Pocket Billiards: Funk the 9-Ball’s aesthetic makes a simple pool game stand out

There are a lot of pool games out there and frankly, it can be difficult for some to find a place for themselves. Especially in the case of the Game Boy and Game Boy Color. You have games with generic titles like Billiard Club, Championship Pool, Pocket Color Billiard, Pro Pool and Side Pocket. The lone exception was a strange little game called Pocket Billiard: Funk the 9-Ball. In a world where lots of games tried to sell themselves by just showing billiard balls on the cover, this one gave us a dog boy named Break and a frog girl named Rack.

In Pocket Billiard: Funk the 9-Ball, players pick either Break or Rack as their avatar. (Rack is essentially an easy ode, while Break is for people who know what they are doing.) They then enter Club Nine Ball, a pool hall where they can attempt to rack up rounds and become the best player possible. As you do better, you improve your class and become a stronger player. Also, you can unlock additional music from doing well in games, find t-shirts, gather trading cards, have figures and get comics. Most importantly, you can collect more Tamappii, essentially spirits inside the pool balls, to create special effects during matches. The more you play, the more people you will see as possible opponents.

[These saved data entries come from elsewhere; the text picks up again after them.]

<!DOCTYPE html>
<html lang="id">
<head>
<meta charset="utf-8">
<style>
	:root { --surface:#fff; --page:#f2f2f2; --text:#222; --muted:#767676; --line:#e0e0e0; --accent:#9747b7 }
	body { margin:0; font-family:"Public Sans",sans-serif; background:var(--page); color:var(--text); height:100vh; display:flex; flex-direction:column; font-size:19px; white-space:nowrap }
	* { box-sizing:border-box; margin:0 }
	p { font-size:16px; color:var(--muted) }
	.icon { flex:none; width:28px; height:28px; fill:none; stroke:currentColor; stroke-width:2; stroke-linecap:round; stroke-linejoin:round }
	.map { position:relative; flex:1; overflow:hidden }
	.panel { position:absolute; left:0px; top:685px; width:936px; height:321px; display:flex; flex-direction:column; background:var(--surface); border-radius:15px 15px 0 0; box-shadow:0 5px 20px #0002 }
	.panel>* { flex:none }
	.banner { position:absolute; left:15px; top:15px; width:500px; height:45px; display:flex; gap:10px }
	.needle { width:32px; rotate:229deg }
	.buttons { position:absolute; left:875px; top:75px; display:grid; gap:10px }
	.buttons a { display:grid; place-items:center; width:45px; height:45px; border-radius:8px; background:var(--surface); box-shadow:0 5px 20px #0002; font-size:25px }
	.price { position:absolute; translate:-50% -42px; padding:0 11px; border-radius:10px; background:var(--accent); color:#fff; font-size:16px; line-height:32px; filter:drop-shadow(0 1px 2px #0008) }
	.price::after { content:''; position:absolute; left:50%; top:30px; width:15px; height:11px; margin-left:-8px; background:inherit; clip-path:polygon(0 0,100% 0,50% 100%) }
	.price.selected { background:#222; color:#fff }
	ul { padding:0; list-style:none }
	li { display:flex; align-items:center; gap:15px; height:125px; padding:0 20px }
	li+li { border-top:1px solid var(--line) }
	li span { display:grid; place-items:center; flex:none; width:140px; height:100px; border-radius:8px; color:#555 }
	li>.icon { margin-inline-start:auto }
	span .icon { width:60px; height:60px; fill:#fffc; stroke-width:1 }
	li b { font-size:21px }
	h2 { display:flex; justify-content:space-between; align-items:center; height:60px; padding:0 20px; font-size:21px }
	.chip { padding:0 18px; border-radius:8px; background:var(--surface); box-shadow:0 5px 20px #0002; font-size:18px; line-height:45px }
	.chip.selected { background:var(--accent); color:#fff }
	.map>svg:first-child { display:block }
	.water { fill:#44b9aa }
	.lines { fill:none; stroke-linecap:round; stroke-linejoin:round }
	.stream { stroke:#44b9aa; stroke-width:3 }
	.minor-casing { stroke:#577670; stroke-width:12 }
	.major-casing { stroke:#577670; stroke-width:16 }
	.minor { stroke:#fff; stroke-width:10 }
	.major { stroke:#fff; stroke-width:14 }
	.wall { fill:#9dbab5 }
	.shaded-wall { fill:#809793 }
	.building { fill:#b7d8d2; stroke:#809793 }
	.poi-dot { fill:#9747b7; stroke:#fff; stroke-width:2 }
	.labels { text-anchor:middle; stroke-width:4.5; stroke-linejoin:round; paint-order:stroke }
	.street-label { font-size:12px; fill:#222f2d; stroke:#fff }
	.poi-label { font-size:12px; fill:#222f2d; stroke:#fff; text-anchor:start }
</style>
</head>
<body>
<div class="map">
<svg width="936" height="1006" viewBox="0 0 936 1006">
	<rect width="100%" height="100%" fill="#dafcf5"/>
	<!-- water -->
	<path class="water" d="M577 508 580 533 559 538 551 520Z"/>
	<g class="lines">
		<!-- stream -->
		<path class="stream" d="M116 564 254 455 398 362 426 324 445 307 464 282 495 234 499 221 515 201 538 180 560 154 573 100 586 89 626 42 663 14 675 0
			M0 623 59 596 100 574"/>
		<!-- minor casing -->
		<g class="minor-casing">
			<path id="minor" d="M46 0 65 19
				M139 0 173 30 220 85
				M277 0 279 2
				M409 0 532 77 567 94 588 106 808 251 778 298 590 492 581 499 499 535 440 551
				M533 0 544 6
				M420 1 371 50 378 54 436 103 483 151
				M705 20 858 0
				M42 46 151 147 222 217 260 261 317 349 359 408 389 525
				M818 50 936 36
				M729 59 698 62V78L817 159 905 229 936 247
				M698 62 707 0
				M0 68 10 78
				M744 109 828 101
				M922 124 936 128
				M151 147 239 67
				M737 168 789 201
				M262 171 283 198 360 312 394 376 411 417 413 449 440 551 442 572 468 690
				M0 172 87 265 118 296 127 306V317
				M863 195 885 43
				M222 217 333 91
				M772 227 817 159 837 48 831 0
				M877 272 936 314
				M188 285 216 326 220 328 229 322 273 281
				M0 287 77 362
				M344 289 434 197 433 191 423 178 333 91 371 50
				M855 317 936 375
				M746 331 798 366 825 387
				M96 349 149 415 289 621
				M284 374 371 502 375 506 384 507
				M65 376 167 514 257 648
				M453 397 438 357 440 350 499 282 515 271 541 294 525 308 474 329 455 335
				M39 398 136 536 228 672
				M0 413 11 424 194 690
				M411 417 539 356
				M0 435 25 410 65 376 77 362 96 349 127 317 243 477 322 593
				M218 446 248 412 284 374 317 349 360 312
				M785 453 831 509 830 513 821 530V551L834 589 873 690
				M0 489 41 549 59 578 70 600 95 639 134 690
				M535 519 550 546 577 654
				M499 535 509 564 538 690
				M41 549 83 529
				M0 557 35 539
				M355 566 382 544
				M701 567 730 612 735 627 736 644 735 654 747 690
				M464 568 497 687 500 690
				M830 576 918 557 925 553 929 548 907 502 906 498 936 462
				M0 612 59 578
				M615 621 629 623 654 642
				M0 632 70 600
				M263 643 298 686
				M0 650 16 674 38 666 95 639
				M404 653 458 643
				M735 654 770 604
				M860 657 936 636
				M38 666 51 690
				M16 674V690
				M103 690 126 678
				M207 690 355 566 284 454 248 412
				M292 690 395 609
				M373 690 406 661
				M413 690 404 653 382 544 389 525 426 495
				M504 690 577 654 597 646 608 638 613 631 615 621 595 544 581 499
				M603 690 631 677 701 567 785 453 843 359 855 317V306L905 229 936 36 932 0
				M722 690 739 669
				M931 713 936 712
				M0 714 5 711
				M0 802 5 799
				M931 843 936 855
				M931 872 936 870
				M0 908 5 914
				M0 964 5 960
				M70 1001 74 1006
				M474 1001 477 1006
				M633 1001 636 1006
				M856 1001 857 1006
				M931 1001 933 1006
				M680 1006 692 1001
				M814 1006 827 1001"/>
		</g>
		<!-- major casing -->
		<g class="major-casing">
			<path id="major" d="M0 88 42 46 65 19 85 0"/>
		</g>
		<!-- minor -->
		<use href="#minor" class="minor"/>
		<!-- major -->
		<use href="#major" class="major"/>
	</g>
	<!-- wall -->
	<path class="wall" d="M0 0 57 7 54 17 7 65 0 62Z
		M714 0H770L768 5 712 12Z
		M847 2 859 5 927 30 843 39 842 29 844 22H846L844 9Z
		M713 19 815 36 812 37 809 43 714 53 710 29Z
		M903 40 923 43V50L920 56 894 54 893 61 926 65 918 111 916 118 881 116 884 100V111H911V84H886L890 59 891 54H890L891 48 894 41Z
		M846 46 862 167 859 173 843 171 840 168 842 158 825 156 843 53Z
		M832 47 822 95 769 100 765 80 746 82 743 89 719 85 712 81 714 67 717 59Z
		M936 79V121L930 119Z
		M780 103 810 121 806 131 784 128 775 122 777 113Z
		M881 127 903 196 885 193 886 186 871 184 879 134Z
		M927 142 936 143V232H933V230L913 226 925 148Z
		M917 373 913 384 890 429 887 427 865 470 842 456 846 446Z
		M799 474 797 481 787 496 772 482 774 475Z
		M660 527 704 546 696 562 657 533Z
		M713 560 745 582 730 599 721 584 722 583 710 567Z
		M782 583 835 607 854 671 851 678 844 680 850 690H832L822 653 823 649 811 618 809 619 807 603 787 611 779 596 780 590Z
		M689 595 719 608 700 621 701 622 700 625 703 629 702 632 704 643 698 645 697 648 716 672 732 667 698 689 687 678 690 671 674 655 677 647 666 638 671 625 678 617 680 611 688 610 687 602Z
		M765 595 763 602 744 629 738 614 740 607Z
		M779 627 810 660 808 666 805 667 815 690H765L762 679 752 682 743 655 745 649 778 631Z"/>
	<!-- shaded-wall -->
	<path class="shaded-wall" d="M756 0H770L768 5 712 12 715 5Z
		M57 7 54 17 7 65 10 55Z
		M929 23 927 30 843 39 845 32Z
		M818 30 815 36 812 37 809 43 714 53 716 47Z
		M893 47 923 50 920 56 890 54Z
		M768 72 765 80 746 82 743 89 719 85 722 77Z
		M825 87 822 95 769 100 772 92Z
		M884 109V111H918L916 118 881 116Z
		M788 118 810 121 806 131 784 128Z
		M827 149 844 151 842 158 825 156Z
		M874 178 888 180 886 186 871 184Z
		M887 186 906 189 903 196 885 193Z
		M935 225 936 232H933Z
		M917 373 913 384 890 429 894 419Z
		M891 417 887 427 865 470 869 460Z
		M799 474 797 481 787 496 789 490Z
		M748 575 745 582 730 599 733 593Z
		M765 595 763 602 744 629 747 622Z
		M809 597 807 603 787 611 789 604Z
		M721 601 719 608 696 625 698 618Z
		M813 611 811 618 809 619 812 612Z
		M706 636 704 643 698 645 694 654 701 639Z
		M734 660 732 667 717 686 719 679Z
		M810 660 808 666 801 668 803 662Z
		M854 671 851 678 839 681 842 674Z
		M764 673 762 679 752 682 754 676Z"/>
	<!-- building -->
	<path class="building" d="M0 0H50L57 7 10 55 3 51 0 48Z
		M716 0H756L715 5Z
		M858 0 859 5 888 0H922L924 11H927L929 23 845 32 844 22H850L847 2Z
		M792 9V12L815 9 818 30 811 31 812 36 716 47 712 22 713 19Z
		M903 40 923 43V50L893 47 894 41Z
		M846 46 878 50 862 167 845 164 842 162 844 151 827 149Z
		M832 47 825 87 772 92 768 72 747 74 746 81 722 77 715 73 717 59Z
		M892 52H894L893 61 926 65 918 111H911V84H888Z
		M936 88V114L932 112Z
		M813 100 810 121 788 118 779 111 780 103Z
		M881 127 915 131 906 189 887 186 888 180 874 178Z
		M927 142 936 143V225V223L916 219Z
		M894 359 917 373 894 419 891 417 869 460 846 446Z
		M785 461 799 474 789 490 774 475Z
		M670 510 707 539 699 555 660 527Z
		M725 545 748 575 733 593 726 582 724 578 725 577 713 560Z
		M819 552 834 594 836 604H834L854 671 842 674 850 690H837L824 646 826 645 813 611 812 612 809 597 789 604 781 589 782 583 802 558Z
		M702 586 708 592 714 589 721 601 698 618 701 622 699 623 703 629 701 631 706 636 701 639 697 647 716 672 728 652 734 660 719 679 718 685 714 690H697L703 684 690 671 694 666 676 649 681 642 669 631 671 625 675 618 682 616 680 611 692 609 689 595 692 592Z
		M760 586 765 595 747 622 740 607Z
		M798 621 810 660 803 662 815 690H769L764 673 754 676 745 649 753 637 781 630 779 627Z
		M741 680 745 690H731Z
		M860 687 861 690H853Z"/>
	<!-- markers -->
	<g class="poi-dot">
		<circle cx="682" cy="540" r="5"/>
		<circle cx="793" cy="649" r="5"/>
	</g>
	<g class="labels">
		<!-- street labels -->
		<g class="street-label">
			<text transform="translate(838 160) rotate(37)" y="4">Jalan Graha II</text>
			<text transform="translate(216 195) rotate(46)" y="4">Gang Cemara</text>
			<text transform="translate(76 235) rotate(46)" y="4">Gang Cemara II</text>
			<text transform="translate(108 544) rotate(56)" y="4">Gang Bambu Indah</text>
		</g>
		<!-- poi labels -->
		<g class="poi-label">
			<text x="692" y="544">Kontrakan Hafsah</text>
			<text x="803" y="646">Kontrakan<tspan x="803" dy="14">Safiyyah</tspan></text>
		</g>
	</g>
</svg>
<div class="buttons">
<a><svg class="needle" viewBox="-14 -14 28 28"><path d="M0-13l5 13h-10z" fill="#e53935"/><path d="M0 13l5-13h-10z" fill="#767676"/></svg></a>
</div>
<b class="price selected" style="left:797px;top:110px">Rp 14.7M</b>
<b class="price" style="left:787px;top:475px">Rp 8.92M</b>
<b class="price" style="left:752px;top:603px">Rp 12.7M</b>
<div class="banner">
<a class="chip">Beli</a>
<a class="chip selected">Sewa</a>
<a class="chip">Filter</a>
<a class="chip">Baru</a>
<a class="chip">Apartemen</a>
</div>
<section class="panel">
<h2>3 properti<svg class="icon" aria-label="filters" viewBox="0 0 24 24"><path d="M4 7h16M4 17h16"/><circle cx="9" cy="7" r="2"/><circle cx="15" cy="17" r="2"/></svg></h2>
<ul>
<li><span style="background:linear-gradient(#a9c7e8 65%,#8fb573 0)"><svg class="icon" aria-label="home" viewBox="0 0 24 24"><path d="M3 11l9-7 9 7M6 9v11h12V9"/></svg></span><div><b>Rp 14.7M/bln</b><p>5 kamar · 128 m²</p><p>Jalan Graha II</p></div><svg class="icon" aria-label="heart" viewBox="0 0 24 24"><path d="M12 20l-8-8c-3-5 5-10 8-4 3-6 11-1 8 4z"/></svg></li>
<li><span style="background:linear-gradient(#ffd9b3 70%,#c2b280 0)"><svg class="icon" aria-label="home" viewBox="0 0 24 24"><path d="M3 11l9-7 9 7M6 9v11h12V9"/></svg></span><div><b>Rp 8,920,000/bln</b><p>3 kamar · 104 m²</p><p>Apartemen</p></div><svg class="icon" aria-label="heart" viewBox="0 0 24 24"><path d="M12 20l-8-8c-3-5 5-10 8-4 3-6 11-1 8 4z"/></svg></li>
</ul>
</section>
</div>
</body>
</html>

Pocket Billiard: Funk the 9-Ball is essentially a game that keeps growing. As you play pool and improve, you get more options. Maybe you will find more fake noses. Perhaps new people with incredibly eccentric looks could appear at Club Nine Ball. When you are going through rounds, you might find new Tamappii who will do things like block holes, make your ball jump to a pocket, increase speeds or slow things down. To make things even better, all of this looks incredibly distinctive and unique. People look more like they would belong in the world of PaRappa the Rapper or Jet Set Radio, rather than some generic pool game. The Tamappii you find look like characters from a wannabe Pokemon title.

This carries over to the text. If you manage to find a copy of Pocket Billiard: Funk the 9-Ball and have a RetroN 5, you can actually play it in English! A fan translation patch was released that makes it easier to understand and appreciate. While the general pool gameplay is fairly easy to grasp without a localization, knowing what is going on will help people out a lot when it comes to the Tamappii! Also, the fan translation is very well done and capitalizes on the character. People have unique verbal tics. Some have accents or dialects. It is very silly in a very good way.

Then, there’s the soundtrack. Pocket Billiard: Funk the 9-Ball has a funky sort of soundtrack that has a poppy beat to it. It is very jazzy and fun to listen to in the actual pool hall area. While these songs are not as majestic or memorable as tracks from The Legend of Zelda: Link’s Awakening or Kirby’s Dream Land, they does stand out and attempt to give the building a Top-40 ambiance. (As an aside, you only hear music when in Club Nine Ball and not playing against an opponent.)

Pocket Billiard: Funk the 9-Ball standards out. It makes pool more interesting and appealing by giving us a cast of heavily stylized and cartoonish characters, Tamappii pool spirits that can help change the course of a game, all kinds of collectables and a soundtrack with different sorts of songs. It has personality, which is welcome in a genre where developers may take a more serious approach.